### Work task:
Copy each line of the material beneath that holds the word "none".

### Records provided:
--- --- ---

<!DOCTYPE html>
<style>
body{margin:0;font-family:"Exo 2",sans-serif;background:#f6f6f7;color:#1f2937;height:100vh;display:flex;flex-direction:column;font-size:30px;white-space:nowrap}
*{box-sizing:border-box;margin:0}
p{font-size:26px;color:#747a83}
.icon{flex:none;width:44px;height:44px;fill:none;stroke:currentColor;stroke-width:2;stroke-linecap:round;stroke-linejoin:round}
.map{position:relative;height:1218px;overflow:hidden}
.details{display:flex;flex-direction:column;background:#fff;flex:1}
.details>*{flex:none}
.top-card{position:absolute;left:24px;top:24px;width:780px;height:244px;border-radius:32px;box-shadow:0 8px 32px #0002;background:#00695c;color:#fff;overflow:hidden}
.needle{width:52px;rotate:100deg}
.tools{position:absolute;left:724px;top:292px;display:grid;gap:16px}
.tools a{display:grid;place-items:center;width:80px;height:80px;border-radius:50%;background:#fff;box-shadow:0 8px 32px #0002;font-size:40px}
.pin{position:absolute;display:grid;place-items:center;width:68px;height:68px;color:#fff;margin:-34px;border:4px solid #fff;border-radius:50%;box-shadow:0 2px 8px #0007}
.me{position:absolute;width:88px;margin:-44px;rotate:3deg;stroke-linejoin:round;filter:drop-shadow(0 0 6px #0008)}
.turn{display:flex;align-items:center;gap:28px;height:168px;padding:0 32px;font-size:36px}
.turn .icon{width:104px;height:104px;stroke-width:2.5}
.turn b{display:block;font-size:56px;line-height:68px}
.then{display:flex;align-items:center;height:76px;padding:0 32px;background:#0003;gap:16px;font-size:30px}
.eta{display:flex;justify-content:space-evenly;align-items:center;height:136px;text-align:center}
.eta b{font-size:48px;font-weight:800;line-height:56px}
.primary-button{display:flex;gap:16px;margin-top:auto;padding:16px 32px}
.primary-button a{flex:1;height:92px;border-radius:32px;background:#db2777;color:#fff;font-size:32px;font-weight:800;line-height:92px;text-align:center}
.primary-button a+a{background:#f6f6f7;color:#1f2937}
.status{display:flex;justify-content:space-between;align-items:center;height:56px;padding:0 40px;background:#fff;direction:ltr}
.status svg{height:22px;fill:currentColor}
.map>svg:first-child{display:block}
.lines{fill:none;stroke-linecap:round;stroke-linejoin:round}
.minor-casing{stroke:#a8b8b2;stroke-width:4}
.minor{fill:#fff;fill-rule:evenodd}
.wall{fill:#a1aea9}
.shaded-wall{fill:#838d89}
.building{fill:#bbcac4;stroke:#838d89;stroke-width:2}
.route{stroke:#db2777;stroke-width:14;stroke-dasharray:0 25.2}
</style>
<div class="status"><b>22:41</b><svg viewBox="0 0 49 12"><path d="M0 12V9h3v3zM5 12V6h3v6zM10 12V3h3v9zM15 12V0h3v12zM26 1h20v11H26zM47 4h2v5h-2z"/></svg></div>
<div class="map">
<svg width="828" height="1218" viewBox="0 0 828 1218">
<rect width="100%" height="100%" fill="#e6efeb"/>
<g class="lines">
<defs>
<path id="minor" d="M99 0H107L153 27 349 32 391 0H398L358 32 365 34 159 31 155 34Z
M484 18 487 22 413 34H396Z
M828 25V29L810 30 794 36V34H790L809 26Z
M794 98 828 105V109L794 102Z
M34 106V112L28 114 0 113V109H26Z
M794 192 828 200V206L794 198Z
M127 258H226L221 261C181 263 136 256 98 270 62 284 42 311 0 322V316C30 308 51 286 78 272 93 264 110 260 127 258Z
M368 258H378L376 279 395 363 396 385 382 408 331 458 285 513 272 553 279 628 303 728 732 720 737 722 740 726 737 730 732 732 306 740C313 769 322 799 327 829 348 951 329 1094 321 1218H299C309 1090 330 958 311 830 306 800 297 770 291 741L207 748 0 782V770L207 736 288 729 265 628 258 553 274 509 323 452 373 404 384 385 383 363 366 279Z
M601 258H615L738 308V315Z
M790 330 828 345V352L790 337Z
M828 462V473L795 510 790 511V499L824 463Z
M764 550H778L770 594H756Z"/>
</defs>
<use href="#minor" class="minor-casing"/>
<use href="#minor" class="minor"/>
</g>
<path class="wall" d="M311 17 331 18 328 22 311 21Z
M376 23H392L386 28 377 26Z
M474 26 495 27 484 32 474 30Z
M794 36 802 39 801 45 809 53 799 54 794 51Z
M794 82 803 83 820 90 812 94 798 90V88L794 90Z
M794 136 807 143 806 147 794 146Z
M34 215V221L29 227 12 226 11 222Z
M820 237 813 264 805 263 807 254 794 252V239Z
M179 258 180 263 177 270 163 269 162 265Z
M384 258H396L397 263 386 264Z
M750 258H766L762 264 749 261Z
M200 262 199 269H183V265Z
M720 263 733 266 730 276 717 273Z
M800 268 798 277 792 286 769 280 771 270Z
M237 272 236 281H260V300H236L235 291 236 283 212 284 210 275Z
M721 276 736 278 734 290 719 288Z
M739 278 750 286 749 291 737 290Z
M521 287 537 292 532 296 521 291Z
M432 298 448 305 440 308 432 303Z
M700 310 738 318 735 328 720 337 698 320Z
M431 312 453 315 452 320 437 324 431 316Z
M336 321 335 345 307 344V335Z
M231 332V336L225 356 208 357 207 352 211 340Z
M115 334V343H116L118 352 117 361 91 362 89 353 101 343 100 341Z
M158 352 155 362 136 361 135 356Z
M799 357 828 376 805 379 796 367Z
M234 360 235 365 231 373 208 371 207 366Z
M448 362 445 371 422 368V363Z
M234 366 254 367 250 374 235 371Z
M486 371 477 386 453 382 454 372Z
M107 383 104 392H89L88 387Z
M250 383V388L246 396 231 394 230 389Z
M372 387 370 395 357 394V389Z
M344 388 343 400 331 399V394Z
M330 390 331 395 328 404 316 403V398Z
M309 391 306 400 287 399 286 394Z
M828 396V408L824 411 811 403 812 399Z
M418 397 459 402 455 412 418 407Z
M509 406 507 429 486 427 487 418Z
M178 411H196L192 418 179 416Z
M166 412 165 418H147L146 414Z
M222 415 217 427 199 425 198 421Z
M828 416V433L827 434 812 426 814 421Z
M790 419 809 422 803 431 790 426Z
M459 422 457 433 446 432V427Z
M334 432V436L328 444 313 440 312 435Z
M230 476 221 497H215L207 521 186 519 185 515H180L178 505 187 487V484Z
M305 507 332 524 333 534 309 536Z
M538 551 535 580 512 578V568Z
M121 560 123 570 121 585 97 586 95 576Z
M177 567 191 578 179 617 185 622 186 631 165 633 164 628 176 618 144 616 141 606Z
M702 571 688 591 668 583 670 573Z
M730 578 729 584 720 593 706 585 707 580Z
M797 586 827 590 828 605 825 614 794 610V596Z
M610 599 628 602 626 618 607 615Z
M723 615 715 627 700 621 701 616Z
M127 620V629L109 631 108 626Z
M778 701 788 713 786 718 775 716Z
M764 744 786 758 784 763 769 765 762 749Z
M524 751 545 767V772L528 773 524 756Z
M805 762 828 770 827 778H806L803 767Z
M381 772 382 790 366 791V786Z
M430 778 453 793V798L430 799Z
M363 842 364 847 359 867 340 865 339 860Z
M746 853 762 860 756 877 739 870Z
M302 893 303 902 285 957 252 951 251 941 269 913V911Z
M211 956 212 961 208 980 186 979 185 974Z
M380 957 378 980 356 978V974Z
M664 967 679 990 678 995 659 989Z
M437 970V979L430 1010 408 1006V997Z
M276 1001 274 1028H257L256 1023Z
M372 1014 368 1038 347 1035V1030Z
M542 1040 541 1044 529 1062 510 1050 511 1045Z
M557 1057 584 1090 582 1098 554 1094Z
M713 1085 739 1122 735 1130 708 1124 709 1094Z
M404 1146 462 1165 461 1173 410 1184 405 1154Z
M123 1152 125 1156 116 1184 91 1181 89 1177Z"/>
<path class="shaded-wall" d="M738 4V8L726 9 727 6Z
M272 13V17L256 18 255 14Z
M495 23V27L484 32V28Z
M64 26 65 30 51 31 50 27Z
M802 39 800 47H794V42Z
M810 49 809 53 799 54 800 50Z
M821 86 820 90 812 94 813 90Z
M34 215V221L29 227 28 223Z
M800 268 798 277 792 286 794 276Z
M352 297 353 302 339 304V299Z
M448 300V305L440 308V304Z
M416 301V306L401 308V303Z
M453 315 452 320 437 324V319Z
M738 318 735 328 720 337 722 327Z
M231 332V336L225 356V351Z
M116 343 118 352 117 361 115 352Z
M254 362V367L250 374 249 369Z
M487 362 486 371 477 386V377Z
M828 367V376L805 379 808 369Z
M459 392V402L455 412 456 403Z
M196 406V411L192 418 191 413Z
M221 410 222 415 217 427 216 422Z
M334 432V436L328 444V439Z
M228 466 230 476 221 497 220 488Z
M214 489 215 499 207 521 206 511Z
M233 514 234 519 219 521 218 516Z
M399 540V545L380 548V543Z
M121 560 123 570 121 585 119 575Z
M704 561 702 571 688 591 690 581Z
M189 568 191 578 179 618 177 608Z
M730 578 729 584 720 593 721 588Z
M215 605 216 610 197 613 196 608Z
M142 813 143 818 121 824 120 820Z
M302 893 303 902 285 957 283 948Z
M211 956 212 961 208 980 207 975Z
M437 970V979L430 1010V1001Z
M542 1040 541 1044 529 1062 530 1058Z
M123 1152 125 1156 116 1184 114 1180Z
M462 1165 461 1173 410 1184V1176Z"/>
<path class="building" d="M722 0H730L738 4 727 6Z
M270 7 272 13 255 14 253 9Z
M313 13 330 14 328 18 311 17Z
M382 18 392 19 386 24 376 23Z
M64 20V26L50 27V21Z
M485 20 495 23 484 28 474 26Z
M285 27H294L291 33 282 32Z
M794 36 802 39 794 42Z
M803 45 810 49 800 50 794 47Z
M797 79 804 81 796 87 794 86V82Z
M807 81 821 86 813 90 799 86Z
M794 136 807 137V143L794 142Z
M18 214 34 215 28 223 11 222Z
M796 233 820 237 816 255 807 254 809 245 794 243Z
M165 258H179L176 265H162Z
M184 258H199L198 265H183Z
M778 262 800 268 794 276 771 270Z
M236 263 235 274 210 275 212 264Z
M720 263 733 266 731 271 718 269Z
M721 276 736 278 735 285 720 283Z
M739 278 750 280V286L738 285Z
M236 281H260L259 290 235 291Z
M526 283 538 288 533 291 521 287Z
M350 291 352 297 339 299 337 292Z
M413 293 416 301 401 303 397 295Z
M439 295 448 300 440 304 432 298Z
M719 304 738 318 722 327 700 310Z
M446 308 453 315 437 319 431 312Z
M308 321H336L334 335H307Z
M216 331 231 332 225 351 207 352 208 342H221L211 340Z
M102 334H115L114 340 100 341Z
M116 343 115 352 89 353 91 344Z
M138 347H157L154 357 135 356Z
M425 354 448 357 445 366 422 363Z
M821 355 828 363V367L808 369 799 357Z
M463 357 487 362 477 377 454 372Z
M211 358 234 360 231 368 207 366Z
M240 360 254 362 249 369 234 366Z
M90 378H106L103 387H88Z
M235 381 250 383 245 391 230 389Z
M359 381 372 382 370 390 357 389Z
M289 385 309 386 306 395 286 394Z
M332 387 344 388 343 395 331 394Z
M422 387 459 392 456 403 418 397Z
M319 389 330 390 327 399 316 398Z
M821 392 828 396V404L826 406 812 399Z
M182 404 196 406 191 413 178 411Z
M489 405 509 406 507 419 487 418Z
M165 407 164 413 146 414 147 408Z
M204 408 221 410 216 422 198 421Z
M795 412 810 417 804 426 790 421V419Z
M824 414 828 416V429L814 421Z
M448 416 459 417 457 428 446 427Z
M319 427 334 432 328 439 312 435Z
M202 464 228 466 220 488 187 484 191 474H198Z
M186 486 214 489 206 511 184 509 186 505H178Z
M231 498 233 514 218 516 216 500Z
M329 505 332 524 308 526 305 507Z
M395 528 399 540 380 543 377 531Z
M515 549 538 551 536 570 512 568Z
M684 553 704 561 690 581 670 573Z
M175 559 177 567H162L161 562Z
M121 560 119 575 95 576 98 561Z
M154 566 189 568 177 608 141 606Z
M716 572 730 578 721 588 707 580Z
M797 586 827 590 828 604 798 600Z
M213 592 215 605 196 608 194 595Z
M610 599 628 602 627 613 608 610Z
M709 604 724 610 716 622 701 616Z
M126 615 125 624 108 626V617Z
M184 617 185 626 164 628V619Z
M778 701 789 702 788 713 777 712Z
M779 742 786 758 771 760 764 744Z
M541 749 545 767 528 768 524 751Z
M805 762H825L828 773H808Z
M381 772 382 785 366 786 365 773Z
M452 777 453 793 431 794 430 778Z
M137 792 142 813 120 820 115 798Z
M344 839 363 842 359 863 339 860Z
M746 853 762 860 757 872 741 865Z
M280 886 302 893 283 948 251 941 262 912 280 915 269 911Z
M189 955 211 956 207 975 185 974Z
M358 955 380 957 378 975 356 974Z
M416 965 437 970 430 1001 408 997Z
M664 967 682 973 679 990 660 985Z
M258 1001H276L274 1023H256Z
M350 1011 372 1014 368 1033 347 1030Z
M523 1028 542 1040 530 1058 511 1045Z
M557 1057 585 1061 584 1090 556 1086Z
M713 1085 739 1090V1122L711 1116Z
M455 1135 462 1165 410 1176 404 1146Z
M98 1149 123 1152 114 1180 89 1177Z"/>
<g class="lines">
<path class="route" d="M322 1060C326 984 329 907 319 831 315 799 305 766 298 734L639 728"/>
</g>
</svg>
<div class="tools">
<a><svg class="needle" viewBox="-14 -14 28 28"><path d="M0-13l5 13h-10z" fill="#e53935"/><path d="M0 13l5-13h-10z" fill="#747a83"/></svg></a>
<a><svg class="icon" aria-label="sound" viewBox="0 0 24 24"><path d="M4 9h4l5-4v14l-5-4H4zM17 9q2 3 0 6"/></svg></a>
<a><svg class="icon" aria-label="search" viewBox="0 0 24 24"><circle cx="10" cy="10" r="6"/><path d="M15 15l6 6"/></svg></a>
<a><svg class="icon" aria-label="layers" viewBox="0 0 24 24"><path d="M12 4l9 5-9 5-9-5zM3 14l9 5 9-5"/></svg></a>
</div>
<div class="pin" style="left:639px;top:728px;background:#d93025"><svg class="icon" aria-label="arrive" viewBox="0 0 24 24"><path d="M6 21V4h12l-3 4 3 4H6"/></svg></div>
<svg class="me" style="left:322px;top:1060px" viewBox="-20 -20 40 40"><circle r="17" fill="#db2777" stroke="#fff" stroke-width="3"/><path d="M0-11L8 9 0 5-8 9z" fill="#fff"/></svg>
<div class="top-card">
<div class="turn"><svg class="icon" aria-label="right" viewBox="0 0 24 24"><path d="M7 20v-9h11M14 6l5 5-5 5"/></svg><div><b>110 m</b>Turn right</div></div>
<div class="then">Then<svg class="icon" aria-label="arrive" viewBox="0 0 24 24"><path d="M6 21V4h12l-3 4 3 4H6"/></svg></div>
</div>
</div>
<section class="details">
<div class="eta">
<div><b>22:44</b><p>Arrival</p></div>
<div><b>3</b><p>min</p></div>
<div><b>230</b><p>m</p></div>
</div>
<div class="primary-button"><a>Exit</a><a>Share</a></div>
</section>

--- --- ---

### Response to the exercise:
.icon{flex:none;width:44px;height:44px;fill:none;stroke:currentColor;stroke-width:2;stroke-linecap:round;stroke-linejoin:round}
.details>*{flex:none}
.lines{fill:none;stroke-linecap:round;stroke-linejoin:round}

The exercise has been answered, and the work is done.